Saturday, March 29, 2008

Chile, Cybernetics, and Socialism

Here are three articles on Socialism in Chile under Allende and the role of Simon Beer and others who attempted to use cybernetics in planning. The first is from the NY Times. The second is from the Financial Post. The final article is from the
National Post and was written by the son of Stafford Beer who was the cyberneticist who helped Allende.

March 28, 2008 / New York TIMES

Santiago Journal

Before '73 Coup, Chile Tried to Find the Right Software for Socialism
By ALEXEI BARRIONUEVO

SANTIAGO, Chile — When military forces loyal to Gen. Augusto Pinochet
staged a coup here in September 1973, they made a surprising
discovery. Salvador Allende's Socialist government had quietly
embarked on a novel experiment to manage Chile's economy using a
clunky mainframe computer and a network of telex machines.

The project, called Cybersyn, was the brainchild of A. Stafford Beer,
a visionary Briton who employed his "cybernetic" concepts to help Mr.
Allende find an alternative to the planned economies of Cuba and the
Soviet Union. After the coup it became the subject of intense military
scrutiny.

In developing Cybersyn, Mr. Beer changed the lives of the bright young
Chileans he worked with here. Some 35 years later, this little-known
feature of Mr. Allende's abortive Socialist transformation was
remembered in an exhibit in a museum beneath La Moneda, the
presidential palace.

A Star Trek-like chair with controls in the armrests was a replica of
those in a prototype operations room. Mr. Beer planned for the room to
receive computer reports based on data flowing from telex machines
connected to factories up and down this 2,700-mile-long country.
Managers were to sit in seven of the contoured chairs and make
critical decisions about the reports displayed on projection screens.

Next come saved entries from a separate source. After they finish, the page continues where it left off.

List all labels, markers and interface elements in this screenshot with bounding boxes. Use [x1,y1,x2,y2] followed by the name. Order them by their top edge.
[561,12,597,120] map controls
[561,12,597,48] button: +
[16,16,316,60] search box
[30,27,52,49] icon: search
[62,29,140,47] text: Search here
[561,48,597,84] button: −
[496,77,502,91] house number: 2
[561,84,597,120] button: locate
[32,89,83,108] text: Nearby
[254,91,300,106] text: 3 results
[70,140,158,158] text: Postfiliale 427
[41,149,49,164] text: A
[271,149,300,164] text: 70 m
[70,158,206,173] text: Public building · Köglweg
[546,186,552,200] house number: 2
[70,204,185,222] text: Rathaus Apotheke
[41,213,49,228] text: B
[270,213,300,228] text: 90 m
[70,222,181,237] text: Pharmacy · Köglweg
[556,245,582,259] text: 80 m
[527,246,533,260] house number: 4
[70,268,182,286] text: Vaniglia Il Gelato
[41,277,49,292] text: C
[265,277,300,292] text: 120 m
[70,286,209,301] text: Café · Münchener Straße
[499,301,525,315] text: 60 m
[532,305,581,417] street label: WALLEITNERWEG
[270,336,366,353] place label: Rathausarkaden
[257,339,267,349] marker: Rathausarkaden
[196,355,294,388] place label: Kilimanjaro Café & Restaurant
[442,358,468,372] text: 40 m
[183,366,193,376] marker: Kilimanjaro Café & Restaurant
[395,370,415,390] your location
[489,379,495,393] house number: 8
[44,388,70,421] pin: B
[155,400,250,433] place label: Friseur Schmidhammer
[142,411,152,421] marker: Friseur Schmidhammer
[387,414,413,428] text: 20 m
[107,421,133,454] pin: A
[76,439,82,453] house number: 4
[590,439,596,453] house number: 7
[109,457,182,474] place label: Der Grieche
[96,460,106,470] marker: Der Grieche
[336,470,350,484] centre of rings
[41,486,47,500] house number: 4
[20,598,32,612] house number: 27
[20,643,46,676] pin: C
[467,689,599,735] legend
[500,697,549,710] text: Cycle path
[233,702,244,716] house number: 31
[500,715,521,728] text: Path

While the operations room never became fully operational, Cybersyn
gained stature within the Allende government for helping to
outmaneuver striking workers in October 1972. That helped planners
realize — as the pioneers of the modern-day Internet did — that the
communications network was more important than computing power, which
Chile did not have much of, anyway. A single I.B.M. 360/50 mainframe,
which had less storage capacity than most flash drives today,
processed the factories' data, with a Burroughs 3500 later filling in.

Cybersyn was born in July 1971 when Fernando Flores, then a
28-year-old government technocrat, sent a letter to Mr. Beer seeking
his help in organizing Mr. Allende's economy by applying cybernetic
concepts. Mr. Beer was excited by the prospect of being able to test
his ideas.

He wanted to use the telex communications system — a network of
teletypewriters — to gather data from factories on variables like
daily output, energy use and labor "in real time," and then use a
computer to filter out the important pieces of economic information
the government needed to make decisions.

Mr. Beer set up teams of computer programmers in England and Chile,
and began making regular trips to Santiago to direct the project. He
was paid $500 a day while working in Chile, a sizable sum here at the
time, said Raúl Espejo, who was Cybersyn's operations director.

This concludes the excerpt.